Lin Mingmei has a lot to say when it comes to the newly-passed Anti-Secession Law.
She is most impressed by the simple fact that the law takes into consideration the long-term well-being of the people on the island, said the 75-year-old Taiwanese woman. Lin has worked for a pharmaceutical research institute in Beijing since 1953.
"It is doubtless that Taiwan is an integral part of China something my father, a politically senseless man who devoted his life to traditional Chinese medicine in Taiwan, told me since I was a child," Lin told China Daily.
However, due to Taiwan secessionists' distortion of history in recent years, some people misunderstand the mainland's policies towards cross-Straits relations, she said.
"The Anti-Secession Law sets out detailed measures to promote peace and stability in the Straits, such as encouraging and facilitating personnel, economic and cultural exchanges across the Straits. It will effectively oppose and check Taiwan's secession from China," Lin said.
Lin voiced her support for the adoption of the law at a forum held by the All-China Federation of Trade Unions in Beijing yesterday.
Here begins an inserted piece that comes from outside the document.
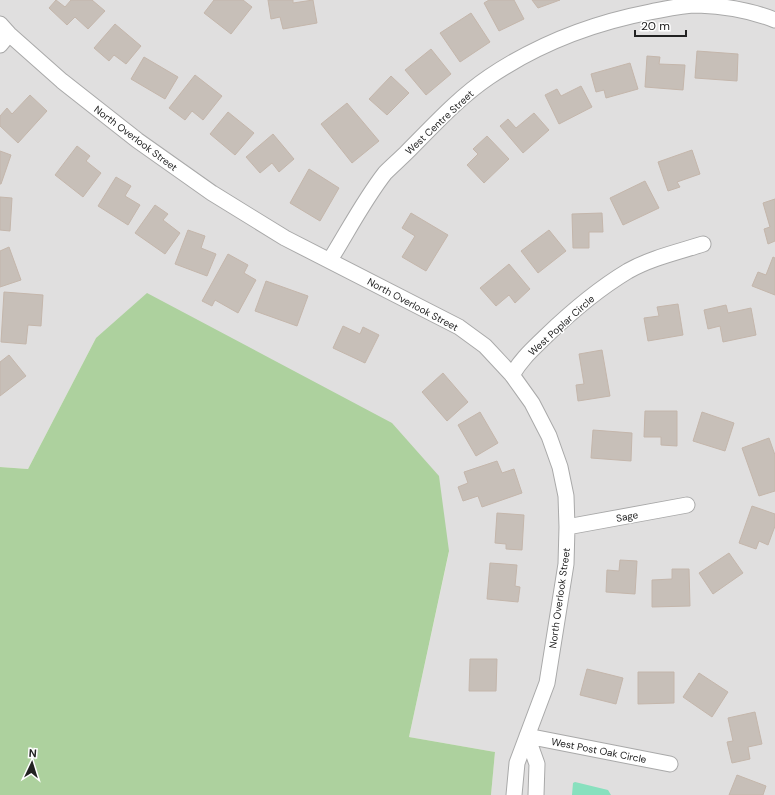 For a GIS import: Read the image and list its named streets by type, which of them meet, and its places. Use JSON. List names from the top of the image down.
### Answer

Lin, who is the honorary director of the Pharmaceutical Institute of the Beijing Health Bureau, frequently flies to Taiwan to visit her relatives or promote exchanges between medical workers on both sides of the Straits.
Communication and exchanges are very important in allowing Taiwan people to know more about the mainland, she said.
Trade union representatives in the capital city also defended the new law at the forum, saying it is simply a legal document to maintain peace in the Straits and will contribute to national reunification.
Yang Feng, vice-chairman of the Trade Unions of the Beijing Haohua Energy Resource Co Ltd, described the Anti-Secession Law as "a law of peace, stability and rejuvenation."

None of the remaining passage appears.